2. Keep creating Use AI to build faster. Not to avoid building altogether. The act of creation teaches you things no prompt will.

3. Keep studying If you’re good, you’ll make the most of any tool. If you’re not? Don’t ask AI to “make this better.” Go study. Then keep studying. For the rest of your life.

4. Understand your domain You need to know enough to evaluate AI output. To spot hallucinations. To ask the right questions. To know when the answer is wrong.

5. Build real expertise The people who win won’t be “prompt engineers.” They’ll be great engineers who happen to use AI. Great designers who happen to use AI. Great writers who happen to use AI.

The expertise comes first. The tool comes second.

The Bottom Line

If your entire skill set is “I can use ChatGPT,” you don’t have a skill set. You have a subscription.

If you can’t answer a technical question without reaching for your chatbot, you’re not a professional. You’re a middleman, and you’re about to be disintermediated.

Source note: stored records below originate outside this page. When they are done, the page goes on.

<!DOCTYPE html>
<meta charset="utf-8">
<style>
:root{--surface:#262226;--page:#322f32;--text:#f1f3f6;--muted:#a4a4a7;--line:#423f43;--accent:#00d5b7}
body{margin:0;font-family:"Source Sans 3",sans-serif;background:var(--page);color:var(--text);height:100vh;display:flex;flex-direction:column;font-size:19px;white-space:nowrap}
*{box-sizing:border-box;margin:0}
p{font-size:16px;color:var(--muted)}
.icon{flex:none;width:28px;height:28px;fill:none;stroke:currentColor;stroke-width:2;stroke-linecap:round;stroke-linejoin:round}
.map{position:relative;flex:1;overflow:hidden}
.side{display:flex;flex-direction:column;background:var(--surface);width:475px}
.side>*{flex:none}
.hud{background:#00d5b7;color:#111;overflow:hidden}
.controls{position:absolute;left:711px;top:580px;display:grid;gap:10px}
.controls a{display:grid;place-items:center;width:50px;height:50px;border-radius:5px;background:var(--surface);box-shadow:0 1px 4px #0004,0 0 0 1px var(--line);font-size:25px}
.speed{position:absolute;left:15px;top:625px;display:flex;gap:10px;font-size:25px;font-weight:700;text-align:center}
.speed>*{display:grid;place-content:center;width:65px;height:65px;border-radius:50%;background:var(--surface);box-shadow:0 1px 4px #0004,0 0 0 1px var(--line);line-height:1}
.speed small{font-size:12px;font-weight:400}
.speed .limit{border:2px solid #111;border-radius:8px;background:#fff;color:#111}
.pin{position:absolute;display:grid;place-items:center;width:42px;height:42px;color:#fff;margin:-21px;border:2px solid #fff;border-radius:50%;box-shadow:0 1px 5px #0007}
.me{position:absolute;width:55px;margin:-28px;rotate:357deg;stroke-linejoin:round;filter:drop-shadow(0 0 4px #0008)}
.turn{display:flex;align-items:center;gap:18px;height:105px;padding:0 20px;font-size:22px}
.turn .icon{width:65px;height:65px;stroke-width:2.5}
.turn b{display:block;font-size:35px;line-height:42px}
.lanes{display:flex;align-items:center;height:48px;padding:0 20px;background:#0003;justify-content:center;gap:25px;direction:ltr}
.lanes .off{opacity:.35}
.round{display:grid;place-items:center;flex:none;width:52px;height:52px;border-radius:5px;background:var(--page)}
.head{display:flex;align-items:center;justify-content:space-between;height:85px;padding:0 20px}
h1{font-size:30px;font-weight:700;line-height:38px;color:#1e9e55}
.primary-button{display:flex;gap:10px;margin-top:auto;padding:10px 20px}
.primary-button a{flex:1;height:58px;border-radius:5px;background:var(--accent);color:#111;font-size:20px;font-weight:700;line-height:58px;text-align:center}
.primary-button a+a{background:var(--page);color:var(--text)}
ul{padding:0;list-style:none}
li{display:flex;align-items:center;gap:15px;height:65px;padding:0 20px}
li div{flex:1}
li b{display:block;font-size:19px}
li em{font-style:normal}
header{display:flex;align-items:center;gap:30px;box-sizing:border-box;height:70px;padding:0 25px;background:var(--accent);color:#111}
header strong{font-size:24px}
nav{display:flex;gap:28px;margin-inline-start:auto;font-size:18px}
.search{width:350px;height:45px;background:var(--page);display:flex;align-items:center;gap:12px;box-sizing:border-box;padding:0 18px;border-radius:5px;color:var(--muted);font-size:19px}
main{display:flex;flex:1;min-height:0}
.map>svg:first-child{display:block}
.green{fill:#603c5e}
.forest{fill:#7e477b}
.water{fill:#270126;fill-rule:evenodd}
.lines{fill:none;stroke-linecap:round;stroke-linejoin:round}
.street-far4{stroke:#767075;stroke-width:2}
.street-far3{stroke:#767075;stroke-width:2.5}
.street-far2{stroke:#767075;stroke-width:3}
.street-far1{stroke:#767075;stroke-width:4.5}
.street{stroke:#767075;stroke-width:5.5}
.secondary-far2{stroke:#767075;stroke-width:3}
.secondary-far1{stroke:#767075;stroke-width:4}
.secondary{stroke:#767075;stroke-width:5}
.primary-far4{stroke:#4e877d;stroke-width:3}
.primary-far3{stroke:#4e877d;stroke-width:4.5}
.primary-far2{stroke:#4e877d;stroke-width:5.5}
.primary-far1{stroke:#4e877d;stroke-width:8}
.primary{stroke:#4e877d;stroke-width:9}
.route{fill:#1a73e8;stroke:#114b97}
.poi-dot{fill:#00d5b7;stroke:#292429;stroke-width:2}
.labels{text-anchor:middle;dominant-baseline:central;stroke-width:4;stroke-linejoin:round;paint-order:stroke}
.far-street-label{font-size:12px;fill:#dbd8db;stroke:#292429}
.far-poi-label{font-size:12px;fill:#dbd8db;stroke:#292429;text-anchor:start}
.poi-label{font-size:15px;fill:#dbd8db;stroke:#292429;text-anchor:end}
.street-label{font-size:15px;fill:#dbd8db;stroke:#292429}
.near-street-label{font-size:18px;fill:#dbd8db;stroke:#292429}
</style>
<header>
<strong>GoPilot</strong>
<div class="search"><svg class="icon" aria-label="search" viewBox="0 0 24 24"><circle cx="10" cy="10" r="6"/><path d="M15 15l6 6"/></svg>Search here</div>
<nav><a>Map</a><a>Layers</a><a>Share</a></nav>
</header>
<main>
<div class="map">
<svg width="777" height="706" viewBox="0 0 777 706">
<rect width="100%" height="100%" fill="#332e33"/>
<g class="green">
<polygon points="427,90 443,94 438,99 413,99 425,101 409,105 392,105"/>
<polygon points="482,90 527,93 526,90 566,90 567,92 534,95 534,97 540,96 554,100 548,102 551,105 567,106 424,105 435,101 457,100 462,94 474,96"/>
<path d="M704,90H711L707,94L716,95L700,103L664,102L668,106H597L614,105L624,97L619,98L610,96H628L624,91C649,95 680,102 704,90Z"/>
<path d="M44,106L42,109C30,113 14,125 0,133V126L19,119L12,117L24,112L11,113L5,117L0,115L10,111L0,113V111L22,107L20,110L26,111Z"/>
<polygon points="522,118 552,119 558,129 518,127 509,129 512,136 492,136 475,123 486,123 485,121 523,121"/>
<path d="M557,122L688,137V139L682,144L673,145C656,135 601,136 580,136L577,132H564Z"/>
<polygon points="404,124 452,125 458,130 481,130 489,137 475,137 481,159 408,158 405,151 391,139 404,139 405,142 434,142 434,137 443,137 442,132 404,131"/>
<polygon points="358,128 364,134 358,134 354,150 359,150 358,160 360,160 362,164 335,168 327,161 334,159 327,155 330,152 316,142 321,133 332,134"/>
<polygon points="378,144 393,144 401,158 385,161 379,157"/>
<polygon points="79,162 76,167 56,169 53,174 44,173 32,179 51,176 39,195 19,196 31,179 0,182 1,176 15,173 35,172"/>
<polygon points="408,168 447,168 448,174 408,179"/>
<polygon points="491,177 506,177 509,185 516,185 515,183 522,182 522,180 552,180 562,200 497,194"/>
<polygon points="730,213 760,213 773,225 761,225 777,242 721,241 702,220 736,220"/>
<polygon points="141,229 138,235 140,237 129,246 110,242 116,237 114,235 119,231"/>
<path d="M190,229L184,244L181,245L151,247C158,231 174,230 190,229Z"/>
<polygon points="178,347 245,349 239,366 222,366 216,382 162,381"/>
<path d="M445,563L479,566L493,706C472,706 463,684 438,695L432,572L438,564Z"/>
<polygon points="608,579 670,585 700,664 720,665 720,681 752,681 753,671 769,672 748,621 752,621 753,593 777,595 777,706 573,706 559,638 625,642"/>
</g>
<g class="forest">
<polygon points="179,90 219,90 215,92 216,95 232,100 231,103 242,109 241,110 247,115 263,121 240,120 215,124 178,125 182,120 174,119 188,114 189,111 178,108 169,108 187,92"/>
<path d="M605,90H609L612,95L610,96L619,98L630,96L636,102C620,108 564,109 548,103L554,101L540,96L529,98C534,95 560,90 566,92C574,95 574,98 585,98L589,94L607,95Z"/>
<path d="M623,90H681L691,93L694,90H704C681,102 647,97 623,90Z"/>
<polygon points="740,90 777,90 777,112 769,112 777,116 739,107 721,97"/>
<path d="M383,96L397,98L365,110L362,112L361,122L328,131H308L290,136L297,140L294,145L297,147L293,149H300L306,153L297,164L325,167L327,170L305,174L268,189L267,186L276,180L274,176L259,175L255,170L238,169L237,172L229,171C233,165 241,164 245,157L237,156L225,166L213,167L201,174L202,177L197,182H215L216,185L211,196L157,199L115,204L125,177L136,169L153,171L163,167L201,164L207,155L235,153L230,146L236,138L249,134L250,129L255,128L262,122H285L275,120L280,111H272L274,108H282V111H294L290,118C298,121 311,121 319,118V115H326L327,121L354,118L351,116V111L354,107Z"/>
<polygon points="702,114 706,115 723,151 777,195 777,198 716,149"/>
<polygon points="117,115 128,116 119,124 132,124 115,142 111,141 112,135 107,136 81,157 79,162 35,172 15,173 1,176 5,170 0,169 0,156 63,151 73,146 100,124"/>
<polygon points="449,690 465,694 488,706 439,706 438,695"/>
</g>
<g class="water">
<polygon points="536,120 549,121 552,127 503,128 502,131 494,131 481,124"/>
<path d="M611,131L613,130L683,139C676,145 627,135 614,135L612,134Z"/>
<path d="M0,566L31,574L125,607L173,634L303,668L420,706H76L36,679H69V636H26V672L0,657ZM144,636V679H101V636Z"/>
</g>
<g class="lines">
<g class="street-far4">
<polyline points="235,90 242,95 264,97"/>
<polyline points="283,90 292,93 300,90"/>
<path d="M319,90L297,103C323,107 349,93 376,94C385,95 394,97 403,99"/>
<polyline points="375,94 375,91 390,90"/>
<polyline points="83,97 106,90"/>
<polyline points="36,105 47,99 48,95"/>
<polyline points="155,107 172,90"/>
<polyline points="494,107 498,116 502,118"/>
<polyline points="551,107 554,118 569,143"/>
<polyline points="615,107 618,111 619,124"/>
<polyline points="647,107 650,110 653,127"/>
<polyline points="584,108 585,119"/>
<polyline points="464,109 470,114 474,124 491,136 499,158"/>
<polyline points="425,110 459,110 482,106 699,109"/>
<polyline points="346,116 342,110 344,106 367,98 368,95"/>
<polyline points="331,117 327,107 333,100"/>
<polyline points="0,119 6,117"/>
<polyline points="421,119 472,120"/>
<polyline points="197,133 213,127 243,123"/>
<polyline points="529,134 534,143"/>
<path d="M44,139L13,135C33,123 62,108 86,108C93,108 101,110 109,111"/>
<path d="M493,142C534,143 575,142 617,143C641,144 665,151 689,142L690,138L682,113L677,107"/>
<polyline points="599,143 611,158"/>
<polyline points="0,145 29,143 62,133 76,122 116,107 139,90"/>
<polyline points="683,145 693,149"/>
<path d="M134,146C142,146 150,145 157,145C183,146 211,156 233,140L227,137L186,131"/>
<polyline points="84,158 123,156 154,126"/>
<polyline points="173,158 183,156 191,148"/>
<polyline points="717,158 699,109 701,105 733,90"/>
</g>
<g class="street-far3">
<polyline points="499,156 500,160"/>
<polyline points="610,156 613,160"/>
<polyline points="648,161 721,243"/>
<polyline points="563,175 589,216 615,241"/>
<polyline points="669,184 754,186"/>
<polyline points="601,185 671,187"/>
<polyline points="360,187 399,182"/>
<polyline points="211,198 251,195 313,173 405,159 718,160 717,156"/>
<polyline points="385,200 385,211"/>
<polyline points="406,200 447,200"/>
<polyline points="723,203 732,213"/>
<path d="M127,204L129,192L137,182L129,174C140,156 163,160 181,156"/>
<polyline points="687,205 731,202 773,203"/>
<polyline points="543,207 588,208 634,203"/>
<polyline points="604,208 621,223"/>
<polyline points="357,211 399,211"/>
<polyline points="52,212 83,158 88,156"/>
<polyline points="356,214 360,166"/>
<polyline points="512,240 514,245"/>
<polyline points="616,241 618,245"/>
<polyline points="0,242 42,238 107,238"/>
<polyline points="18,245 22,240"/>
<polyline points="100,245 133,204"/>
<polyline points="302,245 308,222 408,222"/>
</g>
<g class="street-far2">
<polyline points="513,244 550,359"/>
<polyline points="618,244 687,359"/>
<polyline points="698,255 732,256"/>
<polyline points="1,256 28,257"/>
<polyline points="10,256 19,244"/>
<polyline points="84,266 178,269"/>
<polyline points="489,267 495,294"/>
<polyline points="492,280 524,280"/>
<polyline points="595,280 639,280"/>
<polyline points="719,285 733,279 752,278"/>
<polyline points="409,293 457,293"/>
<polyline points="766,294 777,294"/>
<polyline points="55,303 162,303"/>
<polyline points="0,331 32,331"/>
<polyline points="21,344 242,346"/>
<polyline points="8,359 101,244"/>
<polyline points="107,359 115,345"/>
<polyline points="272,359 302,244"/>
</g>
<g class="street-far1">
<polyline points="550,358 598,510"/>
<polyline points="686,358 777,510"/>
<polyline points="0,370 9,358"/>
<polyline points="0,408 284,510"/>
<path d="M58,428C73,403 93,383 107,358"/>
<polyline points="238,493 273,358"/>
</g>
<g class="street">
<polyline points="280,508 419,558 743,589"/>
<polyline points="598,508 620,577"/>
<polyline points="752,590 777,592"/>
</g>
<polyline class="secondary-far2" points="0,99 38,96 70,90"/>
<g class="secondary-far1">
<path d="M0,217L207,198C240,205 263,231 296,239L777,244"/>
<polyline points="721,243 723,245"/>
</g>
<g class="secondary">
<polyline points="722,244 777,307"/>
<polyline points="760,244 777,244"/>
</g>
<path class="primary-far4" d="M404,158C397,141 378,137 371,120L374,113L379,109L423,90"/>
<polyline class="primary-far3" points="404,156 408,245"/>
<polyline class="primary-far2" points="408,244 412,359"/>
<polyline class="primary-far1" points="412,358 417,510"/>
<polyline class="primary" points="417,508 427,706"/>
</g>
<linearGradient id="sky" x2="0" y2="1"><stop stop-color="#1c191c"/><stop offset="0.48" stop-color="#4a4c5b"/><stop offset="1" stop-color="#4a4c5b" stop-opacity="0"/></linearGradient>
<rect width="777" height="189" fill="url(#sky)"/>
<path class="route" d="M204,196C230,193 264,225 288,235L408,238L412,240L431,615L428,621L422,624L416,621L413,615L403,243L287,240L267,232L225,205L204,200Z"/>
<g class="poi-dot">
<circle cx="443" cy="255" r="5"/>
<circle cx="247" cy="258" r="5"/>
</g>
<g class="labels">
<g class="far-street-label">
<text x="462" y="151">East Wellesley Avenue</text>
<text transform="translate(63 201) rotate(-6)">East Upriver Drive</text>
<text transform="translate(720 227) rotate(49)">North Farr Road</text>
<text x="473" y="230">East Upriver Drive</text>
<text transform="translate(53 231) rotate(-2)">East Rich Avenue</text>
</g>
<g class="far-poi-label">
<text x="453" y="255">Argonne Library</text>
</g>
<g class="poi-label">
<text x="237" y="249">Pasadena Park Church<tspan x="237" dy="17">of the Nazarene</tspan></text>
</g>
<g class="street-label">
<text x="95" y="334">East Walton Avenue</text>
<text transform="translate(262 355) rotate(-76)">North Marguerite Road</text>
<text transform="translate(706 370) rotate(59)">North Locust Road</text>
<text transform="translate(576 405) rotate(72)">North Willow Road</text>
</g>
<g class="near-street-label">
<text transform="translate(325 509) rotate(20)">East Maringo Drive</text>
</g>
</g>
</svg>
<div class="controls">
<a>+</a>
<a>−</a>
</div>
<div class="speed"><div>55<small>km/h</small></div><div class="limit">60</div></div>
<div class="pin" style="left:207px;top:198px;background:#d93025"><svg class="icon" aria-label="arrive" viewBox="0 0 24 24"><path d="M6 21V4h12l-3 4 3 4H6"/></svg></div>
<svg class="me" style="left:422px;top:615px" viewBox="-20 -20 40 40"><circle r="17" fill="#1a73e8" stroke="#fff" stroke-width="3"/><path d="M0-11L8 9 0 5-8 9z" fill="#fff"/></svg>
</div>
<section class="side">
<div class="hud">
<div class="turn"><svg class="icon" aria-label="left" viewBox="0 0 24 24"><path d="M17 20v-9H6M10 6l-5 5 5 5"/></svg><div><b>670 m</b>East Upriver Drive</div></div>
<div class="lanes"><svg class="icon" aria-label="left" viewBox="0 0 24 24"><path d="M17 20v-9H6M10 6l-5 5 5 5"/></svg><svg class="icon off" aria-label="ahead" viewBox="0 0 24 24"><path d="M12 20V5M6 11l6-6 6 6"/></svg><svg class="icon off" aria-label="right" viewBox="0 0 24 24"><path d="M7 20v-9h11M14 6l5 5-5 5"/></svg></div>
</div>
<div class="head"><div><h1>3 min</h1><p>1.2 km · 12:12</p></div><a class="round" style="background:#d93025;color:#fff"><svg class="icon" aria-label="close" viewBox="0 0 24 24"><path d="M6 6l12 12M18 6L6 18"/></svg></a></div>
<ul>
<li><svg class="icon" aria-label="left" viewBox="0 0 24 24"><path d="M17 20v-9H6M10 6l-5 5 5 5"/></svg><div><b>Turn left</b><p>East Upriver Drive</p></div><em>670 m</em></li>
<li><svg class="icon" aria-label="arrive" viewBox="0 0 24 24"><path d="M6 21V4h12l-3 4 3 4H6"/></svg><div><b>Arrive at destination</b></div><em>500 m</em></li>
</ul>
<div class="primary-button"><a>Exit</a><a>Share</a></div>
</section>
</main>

If you think AI means you don’t need to study anymore, you’ve already lost.

The future belongs to people who:

  • Understand their craft deeply
  • Use AI to amplify their expertise
  • Keep learning and adapting
  • Can think critically about AI output

Not to people who memorized the perfect prompt to sound smart.

Final Thoughts

AI is a tool. A powerful one. But it’s still just a tool.

A paintbrush doesn’t make you Picasso. A piano doesn’t make you Mozart. And ChatGPT doesn’t make you a professional.

Your expertise does. Your judgment does. Your ability to think critically does.

So no fear—just keep learning. If you’re good, you’ll make the most of AI. If you’re not, no amount of prompting will save you.

The balloon is about to pop. Make sure you’re not inside it when it does.


Still calling yourself an “AI expert” after reading this? We need to talk.